Rafed English

The Statutes of Marriage; Annulment (faskh)

Adopted from the Book : "Temporary Marriage in Islamic Laws" by : "Sachiko Marata"

C. Annulment (faskh)

Any time a spouse has certain specified physical or mental disabilities which make continuation of the marriage difficult, the other spouse may annul the marriage. These disabilities vary according to the different schools. All schools except the Hanafi list insanity, emasculation, and impotence for the men, and insanity, leprosy, and a blocked vagina for the wife; each of them except the Hanafi then adds various other disabilities of the same sort. In the Hanafi school the wife has the right to annul the marriage only for the three grounds listed, while the husband has no grounds for annulment on the basis of disabilities.1

The spouse who discovers a disability in the other spouse must exercise the right of annulment immediately or lose the right. Similarly, if there was knowledge of the disability before the marriage, the marriage is in effect an expression of satisfaction with the disability, so there is no grounds for annulment; however, the Shafi'is and Malikis hold that a woman's knowledge of the man's impotence before marriage does not effect her right to annul the marriage.2 If the annulment takes place before consummation, the wife receives no dower; if the marriage has been consummated, she receives the full dower.

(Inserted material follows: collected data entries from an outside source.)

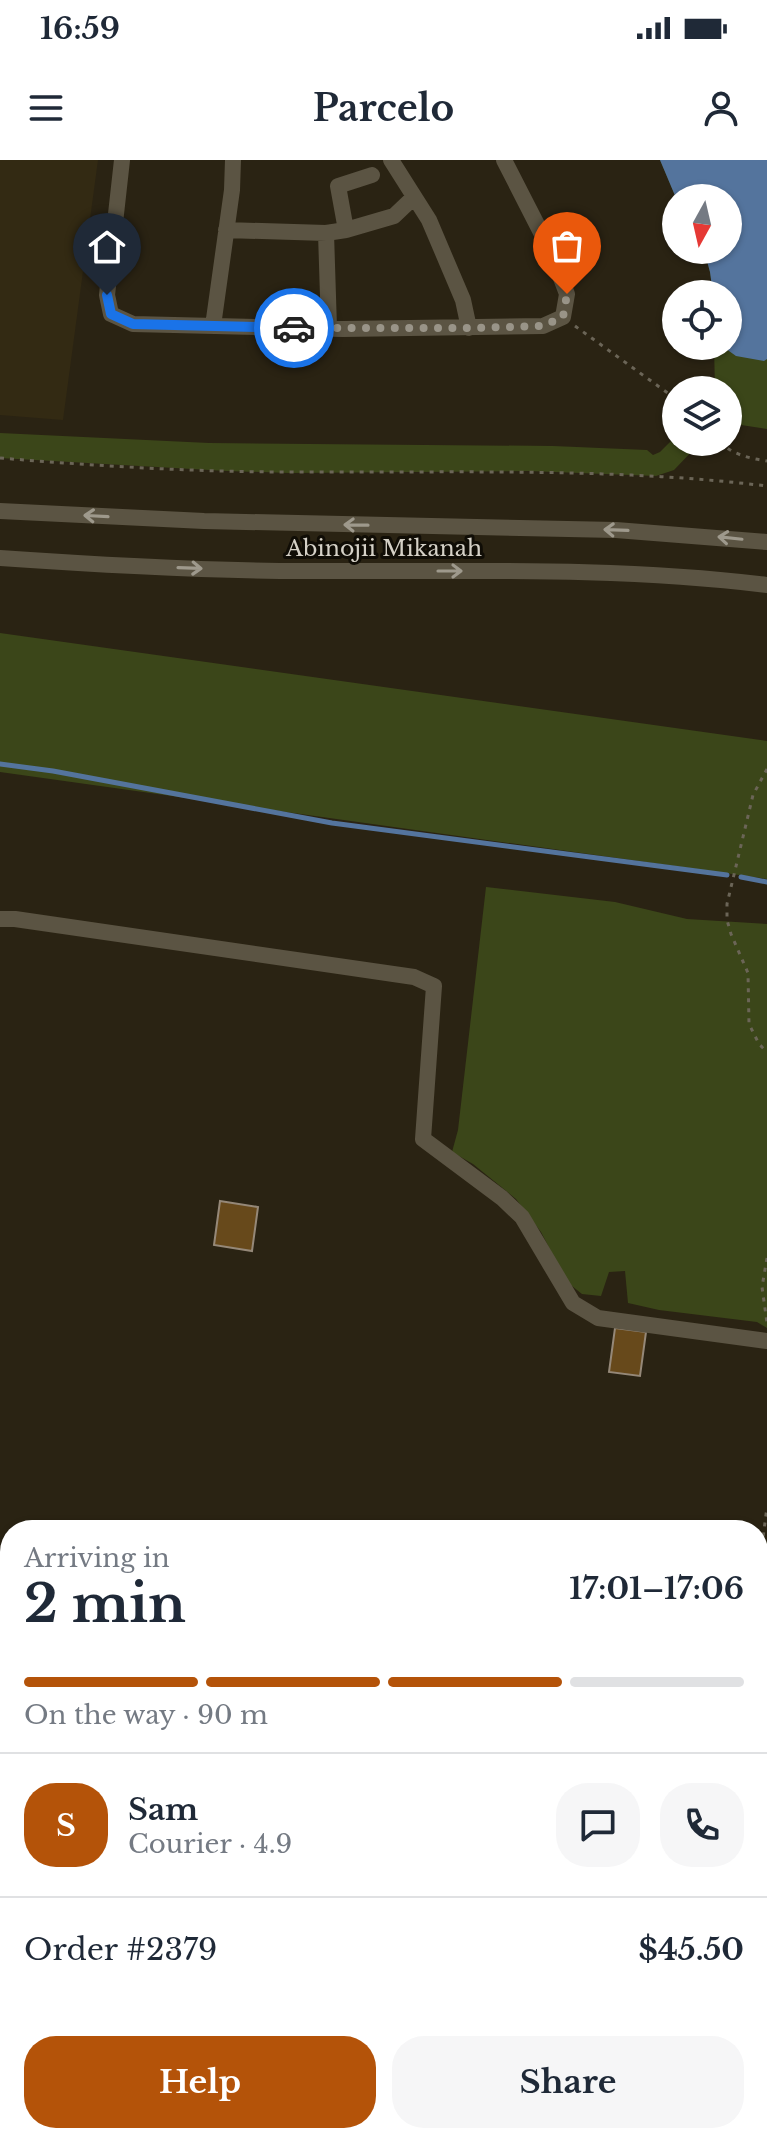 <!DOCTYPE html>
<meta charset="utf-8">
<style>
body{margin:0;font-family:"Libre Baskerville",serif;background:#f6f6f7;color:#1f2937;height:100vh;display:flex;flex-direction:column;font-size:30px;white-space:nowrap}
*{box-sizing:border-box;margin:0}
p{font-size:26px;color:#747a83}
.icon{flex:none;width:44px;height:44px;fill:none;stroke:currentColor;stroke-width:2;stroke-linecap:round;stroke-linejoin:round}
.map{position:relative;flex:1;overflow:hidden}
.drawer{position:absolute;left:0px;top:1360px;width:768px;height:624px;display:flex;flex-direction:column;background:#fff;border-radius:32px 32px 0 0;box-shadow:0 2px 6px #0004}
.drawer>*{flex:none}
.needle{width:52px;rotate:188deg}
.tools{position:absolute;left:662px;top:24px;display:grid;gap:16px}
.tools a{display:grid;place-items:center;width:80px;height:80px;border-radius:50%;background:#fff;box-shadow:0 2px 6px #0004;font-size:40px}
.pin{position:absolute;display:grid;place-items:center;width:68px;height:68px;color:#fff;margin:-82px -34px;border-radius:50% 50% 50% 0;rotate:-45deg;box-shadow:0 0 8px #0007}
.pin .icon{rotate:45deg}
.courier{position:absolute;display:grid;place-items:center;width:80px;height:80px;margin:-40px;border:6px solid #1a73e8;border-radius:50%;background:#fff;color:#222;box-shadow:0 2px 10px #0007}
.summary em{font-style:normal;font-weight:700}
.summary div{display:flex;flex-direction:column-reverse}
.summary{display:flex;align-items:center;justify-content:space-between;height:136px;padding:0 24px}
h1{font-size:52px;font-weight:700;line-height:60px}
.bar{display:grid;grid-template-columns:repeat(4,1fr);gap:12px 8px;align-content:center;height:96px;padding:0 24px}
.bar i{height:10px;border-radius:6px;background:#e0e1e3}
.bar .active{background:#b45309}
.bar p{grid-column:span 4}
.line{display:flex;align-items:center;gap:20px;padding:0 24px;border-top:2px solid #e0e1e3}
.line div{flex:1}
.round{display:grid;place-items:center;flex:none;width:84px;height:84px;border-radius:32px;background:#f6f6f7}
.primary-button{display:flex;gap:16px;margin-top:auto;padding:16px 24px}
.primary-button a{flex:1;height:92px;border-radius:32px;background:#b45309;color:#fff;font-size:32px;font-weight:700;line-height:92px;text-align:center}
.primary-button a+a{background:#f6f6f7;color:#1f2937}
.status{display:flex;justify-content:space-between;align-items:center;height:56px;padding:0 40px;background:#fff;direction:ltr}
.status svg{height:22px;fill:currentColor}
header{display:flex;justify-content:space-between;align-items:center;height:104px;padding:0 24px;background:#fff;font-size:36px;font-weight:700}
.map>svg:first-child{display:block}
.built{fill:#332a13}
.green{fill:#3b4619}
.water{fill:#54749d}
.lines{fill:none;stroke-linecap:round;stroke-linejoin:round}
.stream{stroke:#54749d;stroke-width:5}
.building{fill:#67491b;stroke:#958878;stroke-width:2}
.path{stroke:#6b6557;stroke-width:3;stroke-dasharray:4 6;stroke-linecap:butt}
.minor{stroke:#5b5443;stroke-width:16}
.major{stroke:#ad707c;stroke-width:20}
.oneway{stroke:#9e998c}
.done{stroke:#999488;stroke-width:8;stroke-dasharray:0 14.4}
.route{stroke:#1a73e8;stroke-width:10}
.labels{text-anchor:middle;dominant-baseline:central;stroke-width:6;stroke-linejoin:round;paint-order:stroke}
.street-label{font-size:22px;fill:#d5d1c7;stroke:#100d06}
</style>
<div class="status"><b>16:59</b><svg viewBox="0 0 49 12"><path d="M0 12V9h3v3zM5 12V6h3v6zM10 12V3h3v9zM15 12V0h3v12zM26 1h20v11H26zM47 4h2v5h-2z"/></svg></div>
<header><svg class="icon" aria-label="menu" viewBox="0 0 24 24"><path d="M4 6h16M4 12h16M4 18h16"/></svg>Parcelo<svg class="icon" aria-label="person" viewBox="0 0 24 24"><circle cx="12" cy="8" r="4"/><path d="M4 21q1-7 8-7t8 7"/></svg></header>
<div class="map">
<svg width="767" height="1984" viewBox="0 0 767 1984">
<rect width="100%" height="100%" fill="#2a2313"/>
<path class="built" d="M0 0H98L63 260 0 255Z"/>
<path class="green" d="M660 0H767V269L728 263V230H715L714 186H728V134H713L710 112 704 90H728V38H676Z
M0 273 209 283 553 286 647 290 653 295 660 292 676 276V282H694L698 285 674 310 656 316 529 311 289 313 227 311 0 298Z
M0 473 767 581V719L0 612Z
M486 727 615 742 687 759 767 764V1168L757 1162 659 1150 628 1143 625 1111 609 1112 601 1136 582 1134 567 1122 541 1072 516 1039 473 1004 452 992 458 970Z
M767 1380V1454L761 1494 758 1493V1444Z
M767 1640V1754L758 1863V1708Z
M0 1825 10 1827V1974H611L610 1984H0Z
M620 1974H696L695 1984H619Z"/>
<path class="water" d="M660 0H767V199L764 201 736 196 722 186H728V134H713L710 112 704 90H728V38H676Z
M0 1730 10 1731V1809L0 1808Z"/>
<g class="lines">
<path class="stream" d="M0 604 53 611 332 663 727 715
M741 717 767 722"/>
</g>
<path class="building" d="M220 1041 258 1047 252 1091 214 1085Z
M615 1168 646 1172 640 1216 609 1212Z"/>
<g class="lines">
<path class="path" d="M575 166 676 239
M720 282C733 295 749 298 767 301
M0 298C97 306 195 312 292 312 451 313 609 307 767 326
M767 609 753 635 727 744V760L731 774 748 813 749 864 759 884 767 892
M767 1098 762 1127 767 1163
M758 1416 767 1347
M614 1984 616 1974"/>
<path class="minor" d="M122 0 107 135 111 154 133 164 343 169 543 166 563 157 567 134 551 92 504 0
M391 0 429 60 463 140 469 168
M372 15 338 26 346 70 394 56 414 37
M226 70 326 73 346 70
M326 73 329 168
M213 166 232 30 233 0
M0 351 204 361 616 370 767 382
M0 398C101 405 203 411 304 411 459 412 613 406 767 425
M0 759H15L414 817 434 826 423 979 502 1038 522 1057 573 1143 598 1158 767 1181
M758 1502 767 1508
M0 1885 10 1887
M127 1974 130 1984
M530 1974 533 1984
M294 1984 298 1974"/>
<path class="major" d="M758 1641 767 1576
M758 1929 767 1864
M710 1984 712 1974
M750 1984 752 1974"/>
</g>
<defs><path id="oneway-shaft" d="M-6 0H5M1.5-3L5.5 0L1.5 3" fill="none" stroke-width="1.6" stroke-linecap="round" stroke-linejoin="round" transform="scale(2)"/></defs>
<g class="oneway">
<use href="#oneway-shaft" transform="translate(96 356) rotate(-177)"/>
<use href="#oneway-shaft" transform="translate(356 365) rotate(-179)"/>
<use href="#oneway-shaft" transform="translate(616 370) rotate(-178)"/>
<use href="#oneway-shaft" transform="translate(730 378) rotate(-174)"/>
<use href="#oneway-shaft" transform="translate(190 408) rotate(2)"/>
<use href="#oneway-shaft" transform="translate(450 411)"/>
</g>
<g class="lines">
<path class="done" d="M294 168H469L543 166 563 157 567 134"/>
<path class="route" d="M107 135 111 154 133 164 294 168"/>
</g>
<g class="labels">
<g class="street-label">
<text x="384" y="388">Abinojii Mikanah</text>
</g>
</g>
</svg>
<div class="tools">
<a><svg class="needle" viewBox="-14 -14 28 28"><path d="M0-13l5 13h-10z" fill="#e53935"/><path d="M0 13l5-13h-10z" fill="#747a83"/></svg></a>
<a><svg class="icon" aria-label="locate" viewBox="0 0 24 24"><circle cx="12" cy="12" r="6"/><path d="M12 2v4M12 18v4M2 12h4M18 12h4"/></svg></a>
<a><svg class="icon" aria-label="layers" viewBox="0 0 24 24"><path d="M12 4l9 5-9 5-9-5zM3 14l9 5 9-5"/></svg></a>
</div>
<div class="pin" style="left:567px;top:134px;background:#ea580c"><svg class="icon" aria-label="bag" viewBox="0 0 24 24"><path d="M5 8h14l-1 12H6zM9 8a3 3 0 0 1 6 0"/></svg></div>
<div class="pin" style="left:107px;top:135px;background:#1f2937"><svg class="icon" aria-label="home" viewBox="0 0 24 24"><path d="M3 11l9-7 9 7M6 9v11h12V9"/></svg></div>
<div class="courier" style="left:294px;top:168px"><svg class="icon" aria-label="car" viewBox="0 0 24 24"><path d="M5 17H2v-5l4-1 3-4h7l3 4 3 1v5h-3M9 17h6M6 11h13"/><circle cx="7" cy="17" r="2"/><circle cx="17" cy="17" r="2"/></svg></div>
<section class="drawer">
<div class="summary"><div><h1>2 min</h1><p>Arriving in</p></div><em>17:01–17:06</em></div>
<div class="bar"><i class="active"></i><i class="active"></i><i class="active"></i><i></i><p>On the way · 90 m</p></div>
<div class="line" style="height:144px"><b class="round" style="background:#b45309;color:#fff">S</b><div><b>Sam</b><p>Courier · 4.9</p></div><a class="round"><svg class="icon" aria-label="chat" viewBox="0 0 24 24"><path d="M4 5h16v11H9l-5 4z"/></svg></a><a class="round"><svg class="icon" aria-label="phone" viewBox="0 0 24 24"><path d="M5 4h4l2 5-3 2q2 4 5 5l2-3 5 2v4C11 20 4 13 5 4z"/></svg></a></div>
<div class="line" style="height:104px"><div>Order #2379</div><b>$45.50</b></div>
<div class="primary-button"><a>Help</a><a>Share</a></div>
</section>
</div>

All schools agree that disabilities which existed before the marriage are grounds for annulment, but there is a difference of opinion about disabilities which appear after the marriage. The Malikis hold that in the case of such later disabilities, the wife-but not the husband-has the right to annulment before consummation, so long as the husband was healthy before the marriage; however, in the case of insanity and leprosy, the husband has one year in which to undergo treatment, If he is not cured in one year , the annulment takes place,3 All schools agree that a full year is needed before the man can be judged impotent; after a year, the annulment takes place, The Shafi'is and Hanbalis maintain that both spouses retain the right to annulment, whether before or after consummation, The Sunni schools agree that the annulment should be declared by a qadi. The Shi'is say that disabilities occurring after marriage do not establish grounds for annulment, with the exception of the husband's insanity, which is grounds for annulment even after consummation; as for impotence, the wife should seek the qadis pronouncement of the one year period, but then she herself annuls the marriage.4

1. Fiqh, IV, 189-92.

2. Ibid.,197.

3. Ibid.,181-98.

4. Sharh al-lum'a, v, 387; Riyad, II, 132-35.